Only lines containing the string "small" belong in the answer; copy all of them from the entries.

[Records for this task Boundary: Start]

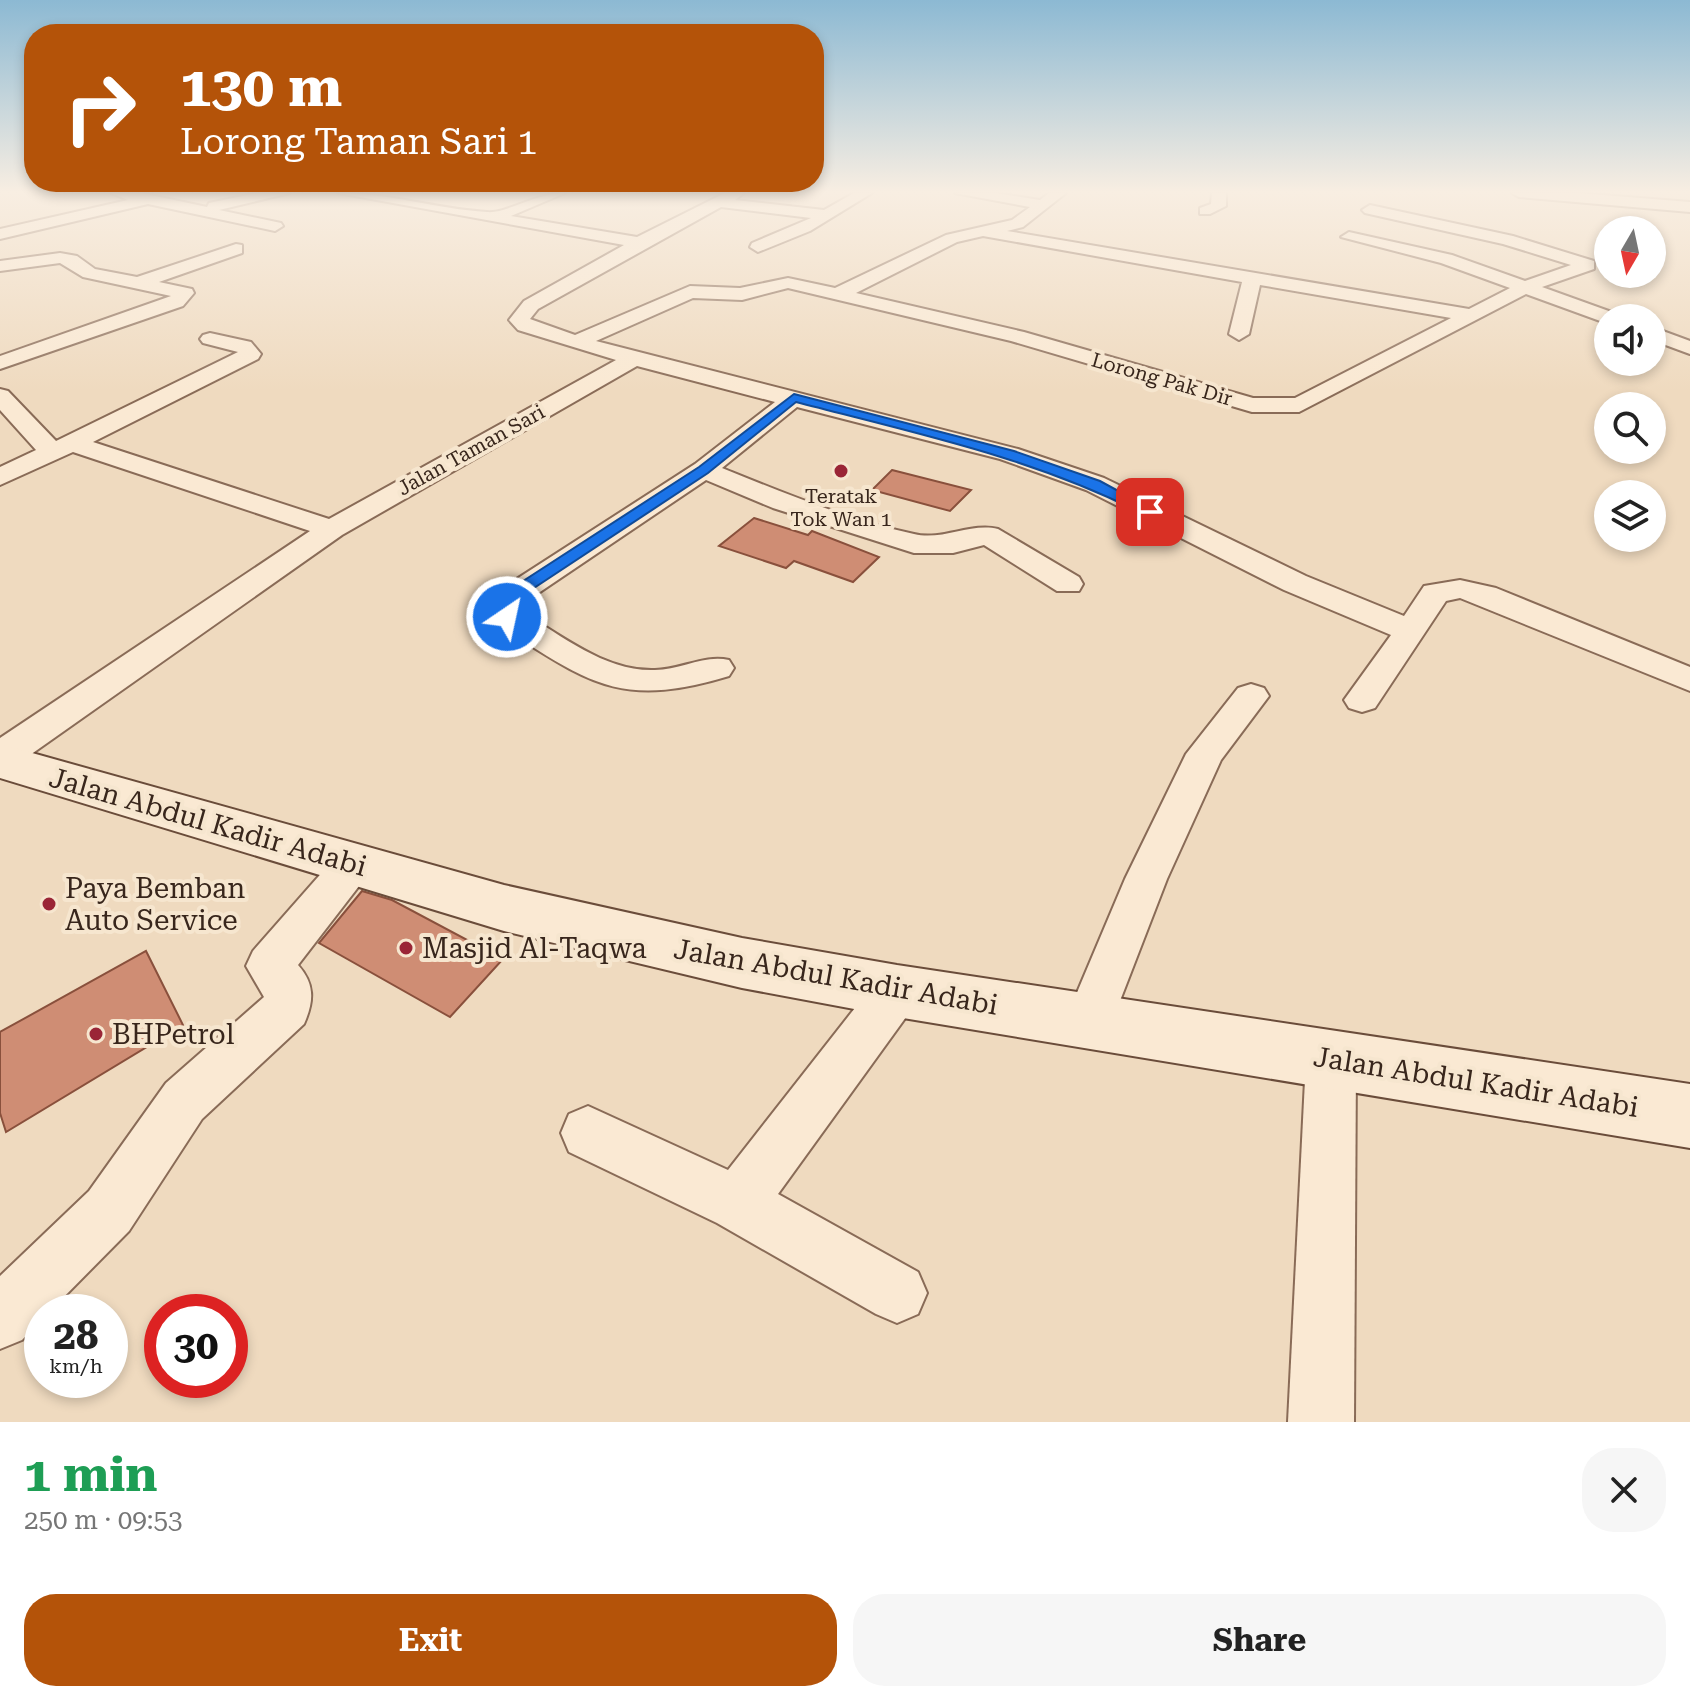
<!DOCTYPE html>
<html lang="en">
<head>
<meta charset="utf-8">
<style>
	:root { --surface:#fff; --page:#f6f6f6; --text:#222; --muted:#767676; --accent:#b45309 }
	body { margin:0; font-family:"Roboto Serif",serif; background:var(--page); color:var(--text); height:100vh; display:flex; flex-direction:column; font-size:30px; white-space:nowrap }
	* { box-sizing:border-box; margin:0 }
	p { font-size:26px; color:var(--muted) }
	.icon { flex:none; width:44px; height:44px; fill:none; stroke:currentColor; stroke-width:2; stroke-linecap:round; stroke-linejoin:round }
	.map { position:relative; height:1422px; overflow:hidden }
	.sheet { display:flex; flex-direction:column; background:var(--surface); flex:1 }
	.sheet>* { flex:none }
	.banner { position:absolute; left:24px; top:24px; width:800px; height:168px; border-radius:32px; box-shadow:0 4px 12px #0003; background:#b45309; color:#fff; overflow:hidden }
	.needle { width:52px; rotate:189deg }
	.tools { position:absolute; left:1594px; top:216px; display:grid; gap:16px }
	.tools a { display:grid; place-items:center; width:72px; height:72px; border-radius:50%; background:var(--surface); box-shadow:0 4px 12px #0003; font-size:40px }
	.speed { position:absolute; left:24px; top:1294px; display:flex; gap:16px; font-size:40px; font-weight:700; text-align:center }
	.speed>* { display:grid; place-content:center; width:104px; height:104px; border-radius:50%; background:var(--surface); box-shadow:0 4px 12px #0003; line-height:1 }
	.speed small { font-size:20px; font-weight:400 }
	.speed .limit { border:12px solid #d22; background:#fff; color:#111 }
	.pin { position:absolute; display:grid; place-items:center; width:68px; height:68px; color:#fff; margin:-34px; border-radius:16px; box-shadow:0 4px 12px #0006 }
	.me { position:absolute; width:88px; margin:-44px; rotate:34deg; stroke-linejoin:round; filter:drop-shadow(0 0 6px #0008) }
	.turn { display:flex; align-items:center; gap:28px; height:168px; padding:0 24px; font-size:36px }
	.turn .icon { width:104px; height:104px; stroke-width:2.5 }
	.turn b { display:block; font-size:56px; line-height:68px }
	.round { display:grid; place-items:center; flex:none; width:84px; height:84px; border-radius:32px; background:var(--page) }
	.headline { display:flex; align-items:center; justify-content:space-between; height:136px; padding:0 24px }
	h1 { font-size:48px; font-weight:700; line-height:60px; color:#1e9e55 }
	.cta { display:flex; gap:16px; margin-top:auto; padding:16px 24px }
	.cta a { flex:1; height:92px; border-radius:32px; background:var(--accent); color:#fff; font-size:32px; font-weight:700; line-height:92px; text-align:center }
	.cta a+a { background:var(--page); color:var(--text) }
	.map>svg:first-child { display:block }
</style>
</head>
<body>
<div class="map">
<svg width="1690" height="1422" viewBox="0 0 1690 1422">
	<rect width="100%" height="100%" fill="#efdabf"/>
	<g fill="#cf8d74" stroke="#89503c" stroke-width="2">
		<polygon points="892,470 971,490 950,511 872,490"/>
		<polygon points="754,518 808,535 812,531 879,557 853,582 794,561 786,568 719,546"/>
		<polygon points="362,891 392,900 503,959 450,1017 319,943"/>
		<polygon points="146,951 183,1025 6,1132 0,1113 0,1032"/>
	</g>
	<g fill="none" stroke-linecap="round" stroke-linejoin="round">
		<g stroke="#896b57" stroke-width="4">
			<g id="street">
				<polygon points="111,193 141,193 207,207 209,203 257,193 290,193 219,210 281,223 283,226 275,231 148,204 0,239 0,229 128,200"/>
				<path d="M338,193c51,0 99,16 149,19 19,2 49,-19 78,-19l-54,23 126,21 88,-44h19l-9,7 89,10 30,-17h18l-62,38 -52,21 -8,-5 2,-4 59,-25 -90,-11 -183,102 -8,10 45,16 115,-49 50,2 48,-10 47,10 111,-53 66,-15 18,-13 -75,-14h40l45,7 9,-7h17l-43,34 -16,4 462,78 41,-21 -69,-25 -100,-26 8,-5 103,23 73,26 46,-16 -68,-21 -138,-31 -3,-3 8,-5 143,31 81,25v8l-52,18 75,27 3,4h-12v5l-5,-1 -77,-28 -227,118h-47l-241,-71 -223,-53 -46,12 -49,-2 -97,43 422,108 86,29 202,98 98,40 20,-30 36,-6 36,8 194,79v24l-230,-93 -14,3 -71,107 -13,4 -13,-4 -5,-8 47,-65 -107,-45 -198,-100 -86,-31 -203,-52 -75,61c62,25 127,52 192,66 28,7 58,-12 84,-5l81,48 4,7 -4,7h-22l-73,-46 -31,8h-39l-141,-45 -67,-28 -172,116 -10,9 -1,8c40,23 83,59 132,57 25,0 50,-16 74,-10l5,8 -5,8c-112,34 -141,5 -233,-52l-5,-7 1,-15 20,-20 183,-118 80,-62 -138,-36 -295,169 -329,232 -13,4v-33l310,-207 -237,-79 -73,33v-18l36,-17 -36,-40v-21l8,2 48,50 182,-89 -35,-9 -3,-4 3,-4 7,-2 41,9 10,12 -3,5 -165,83 236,77 287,-159 -98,-30 -9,-10 15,-19 100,-56zM983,236l259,46 -13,52 10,6 10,-6 11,-49 191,33 -156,80h-42l-229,-66 -168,-39 101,-51z"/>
				<polygon points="1212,193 1226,193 1226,206 1210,214 1200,214 1200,208 1211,204"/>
				<polygon points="1512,193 1578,193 1690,202 1690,212 1519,197"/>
				<polygon points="236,244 242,245 242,253 159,282 192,289 194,293 183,306 0,369 0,356 171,296 83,277 60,263 0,271 0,261 60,253 77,256 95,269 137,277"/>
				<polygon points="1652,327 1690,341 1690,354 1652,340"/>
				<polygon points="1251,684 1264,688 1269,696 1221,760 1167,879 1106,1037 1089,1044 1072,1037 1065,1021 1125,879 1186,754 1238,688"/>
				<path d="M355,847l15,5 6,12 -78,101c17,19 16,36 6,59l-102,95 -73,112 -80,81h-7v7l-20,21 -22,9v-73l89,-85 77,-108 98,-86 -18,-31 7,-15 87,-99z"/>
				<polygon points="897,970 914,976 921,991 914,1006 778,1194 918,1272 927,1293 918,1314 897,1323 876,1314 717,1223 569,1152 561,1133 569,1114 588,1106 728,1170 880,976"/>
				<polygon points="1331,1036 1349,1043 1356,1060 1354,1422 1288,1422 1306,1060 1313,1043"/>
			</g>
		</g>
		<g stroke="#6a4c3a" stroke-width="4">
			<polygon id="secondary" points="0,744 504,885 742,938 897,965 1690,1084 1690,1148 897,1017 742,988 504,931 0,778"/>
		</g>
		<use href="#street" fill="#fae9d3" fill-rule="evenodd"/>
		<use href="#secondary" fill="#fae9d3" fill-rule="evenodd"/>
	</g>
	<linearGradient id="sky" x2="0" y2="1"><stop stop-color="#8cb9d3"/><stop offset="0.49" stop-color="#f8eee2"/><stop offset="1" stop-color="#f8eee2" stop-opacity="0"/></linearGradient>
	<rect width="1690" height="392" fill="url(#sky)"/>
	<path fill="#1a73e8" stroke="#114b97" stroke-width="2" d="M794,394l220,57 86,30 57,31 -12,3c-110,-57 -230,-82 -349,-113l-88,71 -180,119 -12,12 -4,16h-11l-1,-18 17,-17 182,-118z"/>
	<g fill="#9a2536" stroke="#f6e6cf" stroke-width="3">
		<circle cx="841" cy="471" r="8"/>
		<circle cx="49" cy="904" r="8"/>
		<circle cx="406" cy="948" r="8"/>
		<circle cx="96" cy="1034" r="8"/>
	</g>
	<g text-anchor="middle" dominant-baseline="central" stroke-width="8" stroke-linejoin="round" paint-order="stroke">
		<g font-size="20" fill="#38261c" stroke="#f6e6cf">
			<text transform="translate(1162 379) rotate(16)">Lorong Pak Dir</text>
			<text transform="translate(471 450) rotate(-29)">Jalan Taman Sari</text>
		</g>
		<g font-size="20" fill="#38261c" stroke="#f6e6cf">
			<text x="841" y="496">Teratak<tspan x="841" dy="23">Tok Wan 1</tspan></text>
		</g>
		<g font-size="28" fill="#38261c" stroke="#f6e6cf">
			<text transform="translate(208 822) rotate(16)">Jalan Abdul Kadir Adabi</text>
			<text transform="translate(836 977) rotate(10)">Jalan Abdul Kadir Adabi</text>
			<text transform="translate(1476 1082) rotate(9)">Jalan Abdul Kadir Adabi</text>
		</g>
		<g font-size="28" fill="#38261c" stroke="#f6e6cf" text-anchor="start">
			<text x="65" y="888">Paya Bemban<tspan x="65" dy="32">Auto Service</tspan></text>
			<text x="422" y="948">Masjid Al-Taqwa</text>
			<text x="112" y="1034">BHPetrol</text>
		</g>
	</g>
</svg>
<div class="tools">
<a><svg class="needle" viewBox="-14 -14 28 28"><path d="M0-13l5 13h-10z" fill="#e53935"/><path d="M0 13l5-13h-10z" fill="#767676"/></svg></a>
<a><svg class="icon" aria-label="sound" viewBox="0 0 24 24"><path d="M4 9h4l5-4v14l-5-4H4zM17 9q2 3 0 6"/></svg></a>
<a><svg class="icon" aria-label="search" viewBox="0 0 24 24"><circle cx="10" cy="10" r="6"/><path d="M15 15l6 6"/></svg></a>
<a><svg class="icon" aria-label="layers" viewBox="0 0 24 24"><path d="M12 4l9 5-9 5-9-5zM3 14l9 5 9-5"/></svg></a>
</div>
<div class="speed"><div>28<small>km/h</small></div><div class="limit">30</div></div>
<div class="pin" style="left:1150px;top:512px;background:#d93025"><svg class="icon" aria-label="arrive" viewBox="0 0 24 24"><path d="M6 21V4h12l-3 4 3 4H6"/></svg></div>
<svg class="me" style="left:507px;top:617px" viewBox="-20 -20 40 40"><circle r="17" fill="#1a73e8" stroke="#fff" stroke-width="3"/><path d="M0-11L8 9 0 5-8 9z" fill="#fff"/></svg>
<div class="banner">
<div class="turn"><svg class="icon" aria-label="right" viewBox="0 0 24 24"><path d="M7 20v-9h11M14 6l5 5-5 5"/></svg><div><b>130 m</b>Lorong Taman Sari 1</div></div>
</div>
</div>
<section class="sheet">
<div class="headline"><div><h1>1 min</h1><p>250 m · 09:53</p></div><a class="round"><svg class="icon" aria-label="close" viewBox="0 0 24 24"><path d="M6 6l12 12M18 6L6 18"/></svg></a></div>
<div class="cta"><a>Exit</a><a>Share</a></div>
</section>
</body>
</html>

[Records for this task Boundary: End]

**Answer below**
	.speed small { font-size:20px; font-weight:400 }
<div class="speed"><div>28<small>km/h</small></div><div class="limit">30</div></div>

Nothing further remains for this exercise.